Flora von Bistram
Das Dorf der Toten
„Schatz, ich gehe jetzt los, bin in einer Stunde zurück!“
Jochen wollte noch schnell zum Friseur und etwas einkaufen, wie er es gerne sonnabends machte.
„Ich komme!“
Wie immer verabschiedeten wir uns in der Diele mit einem Kuss und er verließ das Haus. Ich sah ihm nach und fühlte die streichelnden Strahlen der Frühlingssonne auf meinem Gesicht. Dankbar nach dem langen Winter legte ich den Kopf in den Nacken, lehnte mich an den Türrahmen und schloss die Augen, das feine Prickeln genießend, mit dem die Wärme jede Pore wachküsste.
Ach, ich muss ja noch 2 Dosen Bohnen aus dem Vorratskeller holen, schoss es mir durch den Kopf und wunderte mich im gleichen Moment, dass ich mich, wie aus tiefem Schlaf erwachend, im kleinen Flur vor dem Kellerraum liegend vorfand.

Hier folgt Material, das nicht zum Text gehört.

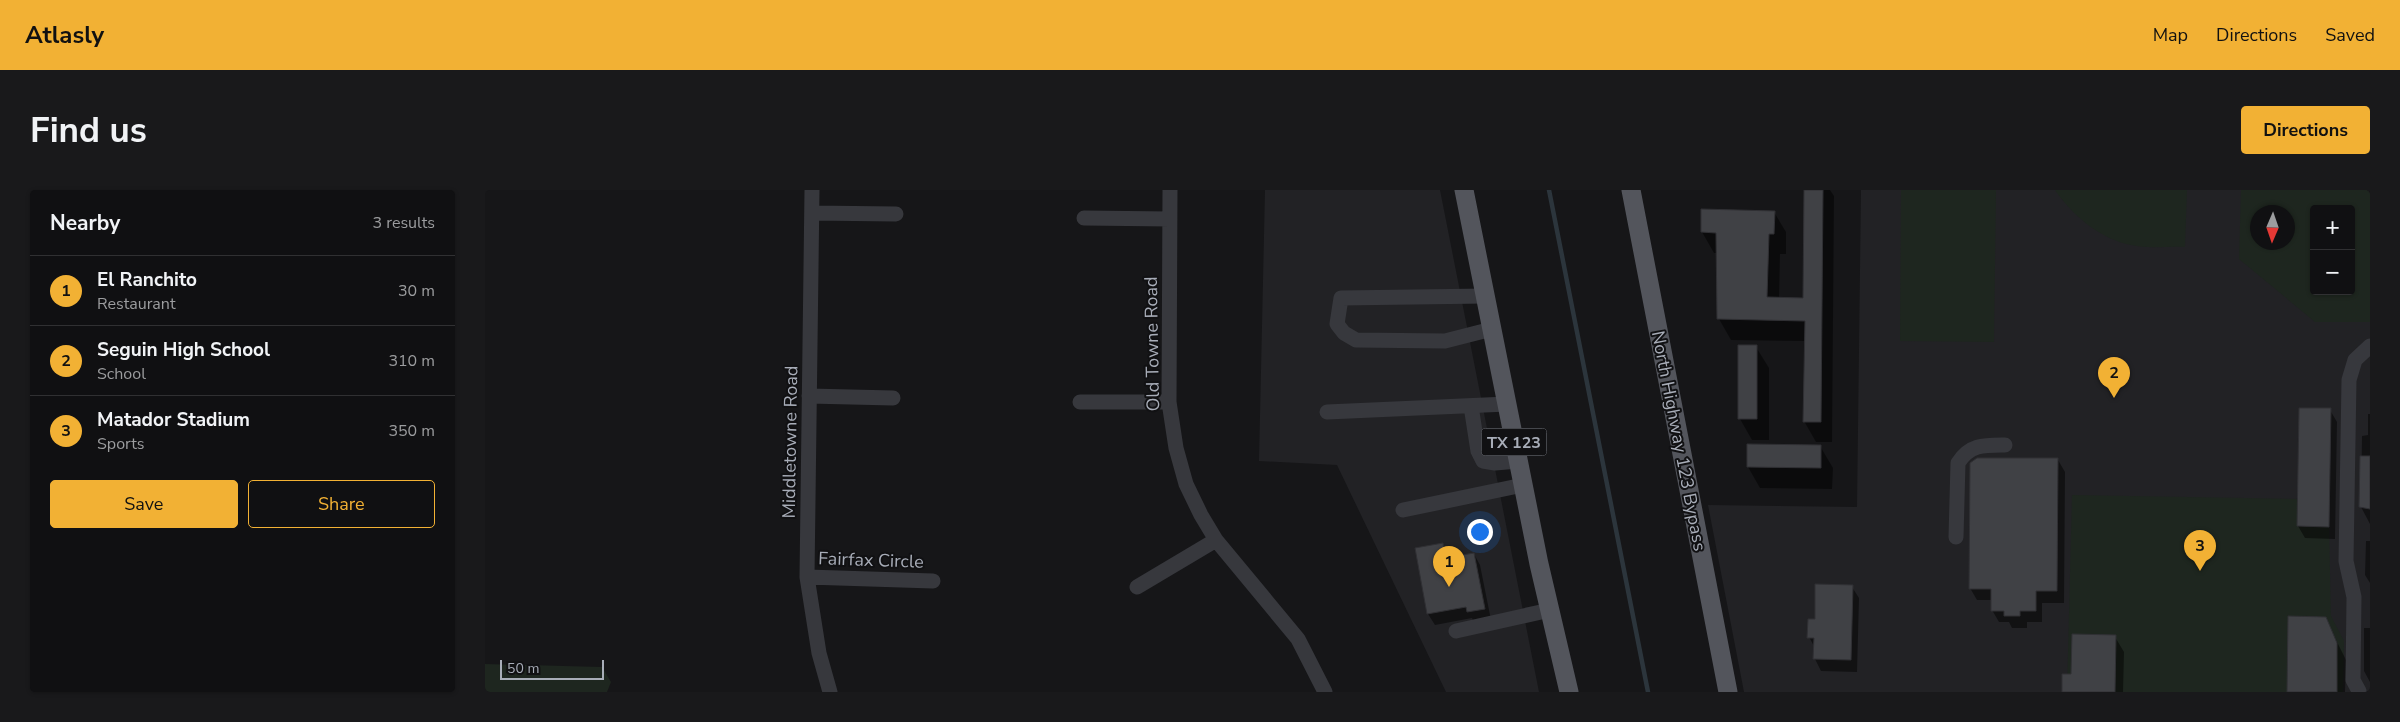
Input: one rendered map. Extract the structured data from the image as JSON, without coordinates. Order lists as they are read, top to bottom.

Alle Türen waren geschlossen und seltsamerweise lagen neben mir die Dosen, die geholt zu haben ich mich nicht erinnern konnte.
Ich muss wohl ohnmächtig geworden sein, dachte ich verwundert, stieg die Treppe zur Wohnung wieder hinauf und begann das Mittagessen zu bereiten.
Eine merkwürdige Stille war um mich herum und ich erschrak heftig, als ich mit einem Blick auf die Uhr feststellte, wie spät es geworden war und dass mein Mann noch nicht wieder zurück gekommen war. 14 Uhr, das konnte doch nicht sein, was war denn nur los?
Voller Sorge, dass ihm etwas passiert sein könne, zog ich Schuhe und eine Jacke an, schnappte meinen Schlüssel und verließ das Haus, um ihn zu suchen, denn es war nicht seine Art, von seinem Zeitschema abzuweichen.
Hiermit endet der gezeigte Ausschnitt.